Print verbatim the lines from the beginning of the entries through the line containing "0 4px,transparent 0", both ends included. Pictures should be left out.

Stored data:

☆ ☆ ☆ ☆ ☆ ☆ ☆

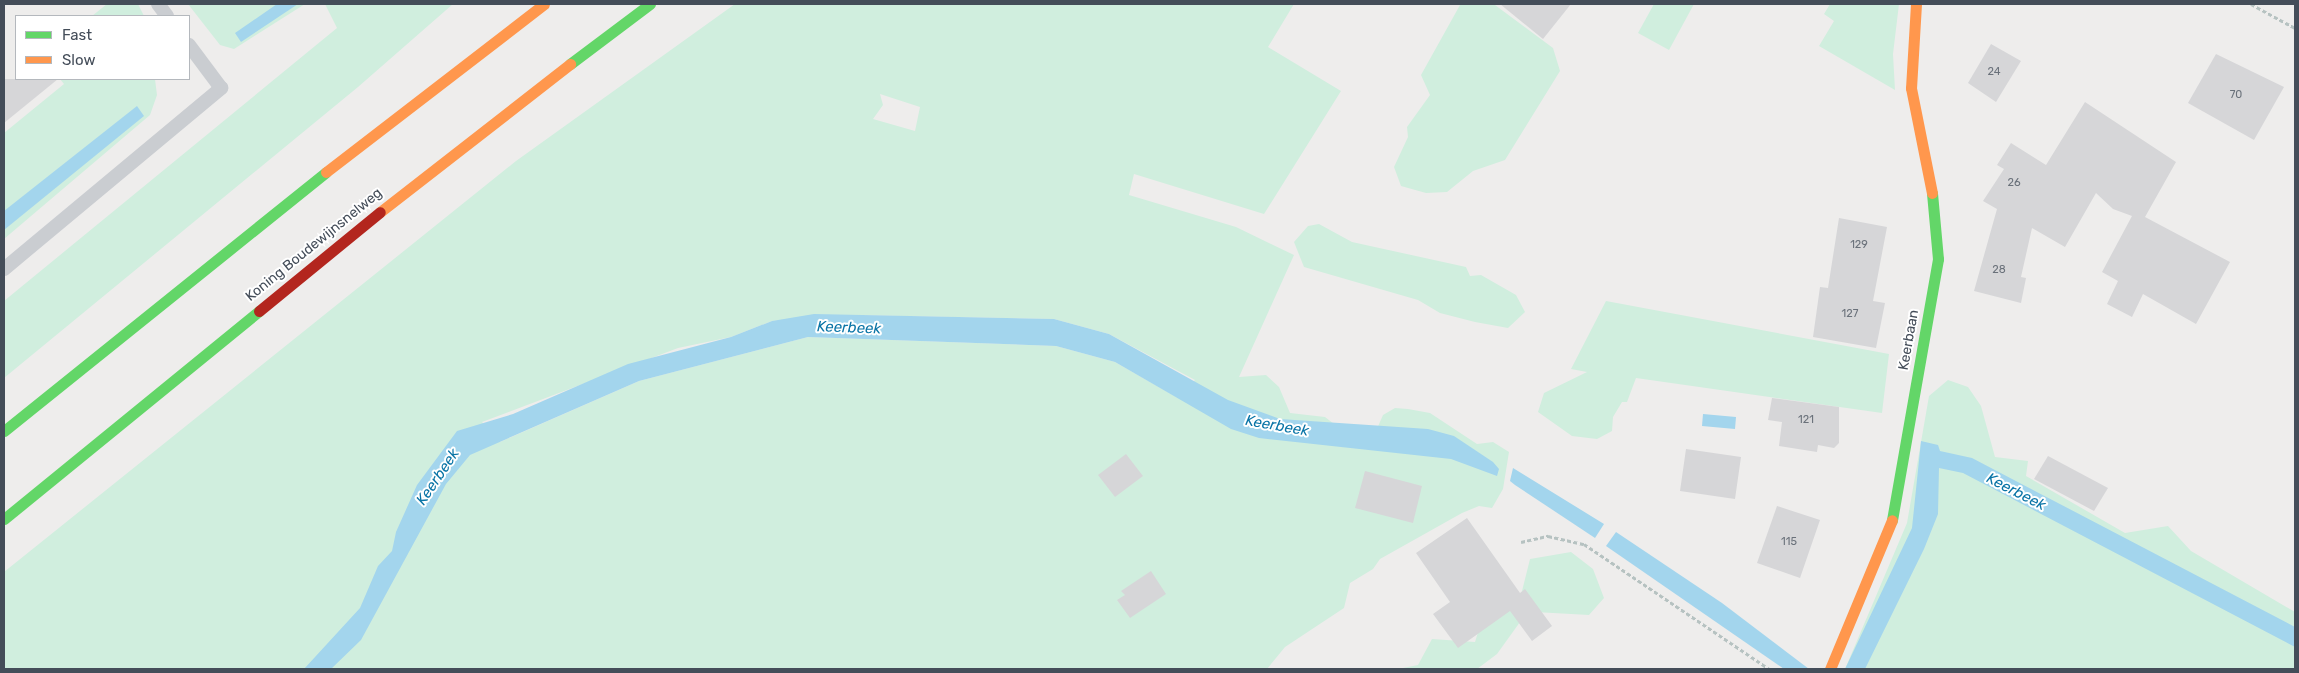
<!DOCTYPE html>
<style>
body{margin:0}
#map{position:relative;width:2299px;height:673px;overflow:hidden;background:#eeedec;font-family:Rubik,sans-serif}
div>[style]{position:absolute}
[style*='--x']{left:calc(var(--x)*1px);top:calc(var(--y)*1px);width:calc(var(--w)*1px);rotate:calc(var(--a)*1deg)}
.green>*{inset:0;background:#d0eede}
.water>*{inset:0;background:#a3d5ed}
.building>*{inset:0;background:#d6d6d8}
.path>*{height:3px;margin-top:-1.5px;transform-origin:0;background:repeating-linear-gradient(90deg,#b6c2c1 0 4px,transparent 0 6.5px)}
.lane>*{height:14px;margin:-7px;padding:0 7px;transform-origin:7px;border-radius:7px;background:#cacdd1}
.fast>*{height:11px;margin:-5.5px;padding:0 5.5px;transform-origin:5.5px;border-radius:5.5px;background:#63d668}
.slow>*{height:11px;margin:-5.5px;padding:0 5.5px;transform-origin:5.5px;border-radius:5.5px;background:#ff974d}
.jam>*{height:11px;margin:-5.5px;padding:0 5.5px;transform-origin:5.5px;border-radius:5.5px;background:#b3261e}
span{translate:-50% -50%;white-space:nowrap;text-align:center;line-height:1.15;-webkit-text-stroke:4px #fff;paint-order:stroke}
.number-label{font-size:11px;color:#6a717a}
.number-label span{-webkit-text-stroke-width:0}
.street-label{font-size:14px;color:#444d59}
.water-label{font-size:15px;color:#0974a6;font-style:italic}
.frame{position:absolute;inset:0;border:5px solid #444d59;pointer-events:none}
.legend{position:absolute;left:15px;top:15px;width:175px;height:65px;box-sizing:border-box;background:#fff;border:1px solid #b4b8bd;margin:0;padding:6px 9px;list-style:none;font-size:15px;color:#444d59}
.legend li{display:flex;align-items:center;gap:10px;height:25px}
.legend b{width:25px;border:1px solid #b4b8bd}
</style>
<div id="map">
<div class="green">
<i style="clip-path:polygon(107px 4px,138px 4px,144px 16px,92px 16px)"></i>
<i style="clip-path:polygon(188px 4px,305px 4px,234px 49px,220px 45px)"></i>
<i style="clip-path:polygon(325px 4px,453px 4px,358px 87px,4px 378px,4px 301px,337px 28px)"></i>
<i style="clip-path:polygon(evenodd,735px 4px,1294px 4px,1268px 47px,1341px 91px,1264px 214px,1134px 174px,1129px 195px,1236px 227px,1294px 255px,1239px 377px,1266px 375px,1279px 387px,1290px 413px,1325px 417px,1338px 427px,1376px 431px,1383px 415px,1395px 408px,1408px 409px,1430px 413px,1477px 444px,1493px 442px,1509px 452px,1503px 489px,1492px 508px,1479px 506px,1462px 513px,1380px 559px,1373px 569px,1350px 583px,1344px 608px,1285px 647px,1267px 669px,4px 669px,4px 572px,516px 161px,735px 4px,880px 94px,920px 107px,915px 131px,873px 119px,883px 105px,880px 94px,735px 4px,851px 315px,1054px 319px,1109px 334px,1195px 380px,1178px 398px,1115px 362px,1056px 346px,808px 337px,639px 381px,500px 442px,482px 422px,678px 348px,731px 337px,772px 321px,851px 315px)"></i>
<i style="clip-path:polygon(1654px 4px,1694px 4px,1669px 50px,1638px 33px)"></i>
<i style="clip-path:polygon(1830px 4px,1899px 4px,1893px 54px,1895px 90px,1819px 46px,1834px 21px,1824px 14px)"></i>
<i style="clip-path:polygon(1460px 5px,1495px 5px,1553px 48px,1560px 71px,1505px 160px,1473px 171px,1447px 192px,1426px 193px,1401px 186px,1394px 167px,1408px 137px,1407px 127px,1430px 95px,1421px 75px)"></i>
<i style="clip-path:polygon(60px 79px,155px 79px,157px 95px,150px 115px,4px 239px,4px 133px,64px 84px)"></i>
<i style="clip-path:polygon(1319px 224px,1352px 242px,1466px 267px,1470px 276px,1481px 275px,1516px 295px,1525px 312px,1508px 328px,1475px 322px,1440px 313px,1418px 300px,1304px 267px,1294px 242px,1308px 226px)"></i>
<i style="clip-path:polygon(1606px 301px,1889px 354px,1882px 413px,1636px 378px,1627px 402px,1622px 402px,1613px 417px,1612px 431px,1597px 439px,1572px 436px,1538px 412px,1544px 393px,1587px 372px,1571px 369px)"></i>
<i style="clip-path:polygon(1948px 380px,1968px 387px,1981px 406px,1995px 457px,2028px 461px,2026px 476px,2125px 533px,2168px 526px,2191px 551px,2295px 612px,2295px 669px,1845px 669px,1907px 523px,1929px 396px)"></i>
<i style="clip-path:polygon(1571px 552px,1593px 569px,1604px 598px,1589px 615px,1535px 612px,1520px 622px,1497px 654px,1477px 669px,1398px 669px,1418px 665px,1432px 639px,1475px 642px,1480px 626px,1521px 595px,1530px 559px)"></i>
</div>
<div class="water">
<i style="clip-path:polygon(277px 4px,298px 4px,241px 42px,235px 33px)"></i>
<i style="clip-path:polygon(137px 106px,144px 116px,4px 230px,4px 211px)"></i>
<i style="clip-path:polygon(814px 314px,1054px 319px,1109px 334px,1228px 400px,1280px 419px,1428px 429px,1454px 436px,1493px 462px,1499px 469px,1497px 476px,1451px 459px,1259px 438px,1231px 429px,1115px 362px,1056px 346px,808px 337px,639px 381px,470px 455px,446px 484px,361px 640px,331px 669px,304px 669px,360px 608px,378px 566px,392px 551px,396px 532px,417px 485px,457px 431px,513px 414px,628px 364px,731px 337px,772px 321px)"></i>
<i style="clip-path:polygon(1703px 414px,1736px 417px,1735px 429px,1702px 426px)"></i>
<i style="clip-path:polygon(1921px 441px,1938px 445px,1940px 451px,1972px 458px,2295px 627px,2295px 647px,1963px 473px,1939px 468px,1938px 514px,1924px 549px,1865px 669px,1845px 669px,1912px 528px)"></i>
<i style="clip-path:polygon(1513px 468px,1604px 524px,1595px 538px,1515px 485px,1510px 481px)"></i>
<i style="clip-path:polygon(1616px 532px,1722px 603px,1809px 669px,1784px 669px,1606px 546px)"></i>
</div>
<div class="building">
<i style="clip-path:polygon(1500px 4px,1571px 4px,1543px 39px)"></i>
<i style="clip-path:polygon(1991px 44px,2021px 61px,1996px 102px,1968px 83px)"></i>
<i style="clip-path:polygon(2216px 54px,2284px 87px,2254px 140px,2188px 103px)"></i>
<i style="clip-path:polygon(4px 79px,58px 79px,4px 123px)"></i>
<i style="clip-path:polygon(2085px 102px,2176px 162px,2145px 217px,2230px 262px,2196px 324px,2143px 294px,2132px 317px,2107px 304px,2118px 281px,2102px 272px,2132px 216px,2113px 209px,2096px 193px,2065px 247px,2032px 228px,2021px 277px,2026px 278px,2021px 303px,1974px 291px,1997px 209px,1983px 201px,2004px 169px,1997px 165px,2011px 143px,2046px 165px)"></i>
<i style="clip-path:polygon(1839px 218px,1887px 227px,1873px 301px,1885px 303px,1876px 348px,1813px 337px,1820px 287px,1828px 288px)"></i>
<i style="clip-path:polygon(1772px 398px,1839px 407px,1839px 443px,1834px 448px,1818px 445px,1817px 452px,1779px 446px,1782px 422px,1768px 420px)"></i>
<i style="clip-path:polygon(1686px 449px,1741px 457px,1735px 499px,1680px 491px)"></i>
<i style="clip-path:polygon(1126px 454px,1143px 476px,1115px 497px,1098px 475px)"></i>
<i style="clip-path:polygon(2048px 456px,2108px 488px,2094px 511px,2034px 479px)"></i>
<i style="clip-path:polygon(1365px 471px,1422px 486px,1413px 523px,1355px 508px)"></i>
<i style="clip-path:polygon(1777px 506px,1820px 520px,1800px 578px,1757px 563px)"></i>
<i style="clip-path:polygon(1467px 518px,1520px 593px,1525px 589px,1552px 626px,1532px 641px,1510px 611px,1458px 648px,1433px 614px,1450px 602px,1416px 553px)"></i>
<i style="clip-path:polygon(1151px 571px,1166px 594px,1130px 618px,1117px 600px,1125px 595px,1121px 591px)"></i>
</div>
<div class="path">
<i style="--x:2251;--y:4;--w:50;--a:28.6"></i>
<i style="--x:1521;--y:542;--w:28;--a:-13"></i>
<i style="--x:1548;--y:536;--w:37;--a:13"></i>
<i style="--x:1584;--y:544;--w:223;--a:34"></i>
</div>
<div class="lane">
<i style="--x:158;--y:4;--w:15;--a:53"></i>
<i style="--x:4;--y:269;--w:283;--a:-39.8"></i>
<i style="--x:221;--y:88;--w:54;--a:-126.7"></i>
</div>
<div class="fast">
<i style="--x:570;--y:64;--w:100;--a:-36.9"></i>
<i style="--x:4;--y:431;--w:413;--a:-38.8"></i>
<i style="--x:4;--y:519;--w:329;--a:-39.2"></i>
<i style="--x:1892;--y:520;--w:265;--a:-80"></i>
<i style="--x:1938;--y:259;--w:66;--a:-95.2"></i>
</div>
<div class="slow">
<i style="--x:1916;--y:4;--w:84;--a:93.4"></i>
<i style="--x:1911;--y:88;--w:107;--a:78.7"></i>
<i style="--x:326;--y:172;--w:275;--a:-37.6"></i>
<i style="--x:380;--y:212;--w:241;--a:-37.9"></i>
<i style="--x:1830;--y:669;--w:161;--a:-67.4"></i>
</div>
<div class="jam">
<i style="--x:259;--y:311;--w:156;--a:-39.3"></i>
</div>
<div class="number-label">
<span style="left:1994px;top:72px">24</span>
<span style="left:2236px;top:95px">70</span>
<span style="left:2014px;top:183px">26</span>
<span style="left:1859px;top:245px">129</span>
<span style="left:1999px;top:270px">28</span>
<span style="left:1850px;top:314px">127</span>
<span style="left:1806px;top:420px">121</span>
<span style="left:1789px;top:542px">115</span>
</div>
<div class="street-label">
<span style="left:314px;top:245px;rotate:-39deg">Koning Boudewijnsnelweg</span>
<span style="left:1909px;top:340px;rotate:-80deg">Keerbaan</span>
</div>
<div class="water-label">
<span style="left:849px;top:328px;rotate:2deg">Keerbeek</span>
<span style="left:1277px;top:426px;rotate:10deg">Keerbeek</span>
<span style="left:438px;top:477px;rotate:-56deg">Keerbeek</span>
<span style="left:2016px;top:492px;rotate:27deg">Keerbeek</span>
</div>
<div class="frame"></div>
<ul class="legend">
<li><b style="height:6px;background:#63d668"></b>Fast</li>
<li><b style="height:6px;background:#ff974d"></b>Slow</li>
</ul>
</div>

☆ ☆ ☆ ☆ ☆ ☆ ☆

■ **OUTPUT**
<!DOCTYPE html>
<style>
body{margin:0}
#map{position:relative;width:2299px;height:673px;overflow:hidden;background:#eeedec;font-family:Rubik,sans-serif}
div>[style]{position:absolute}
[style*='--x']{left:calc(var(--x)*1px);top:calc(var(--y)*1px);width:calc(var(--w)*1px);rotate:calc(var(--a)*1deg)}
.green>*{inset:0;background:#d0eede}
.water>*{inset:0;background:#a3d5ed}
.building>*{inset:0;background:#d6d6d8}
.path>*{height:3px;margin-top:-1.5px;transform-origin:0;background:repeating-linear-gradient(90deg,#b6c2c1 0 4px,transparent 0 6.5px)}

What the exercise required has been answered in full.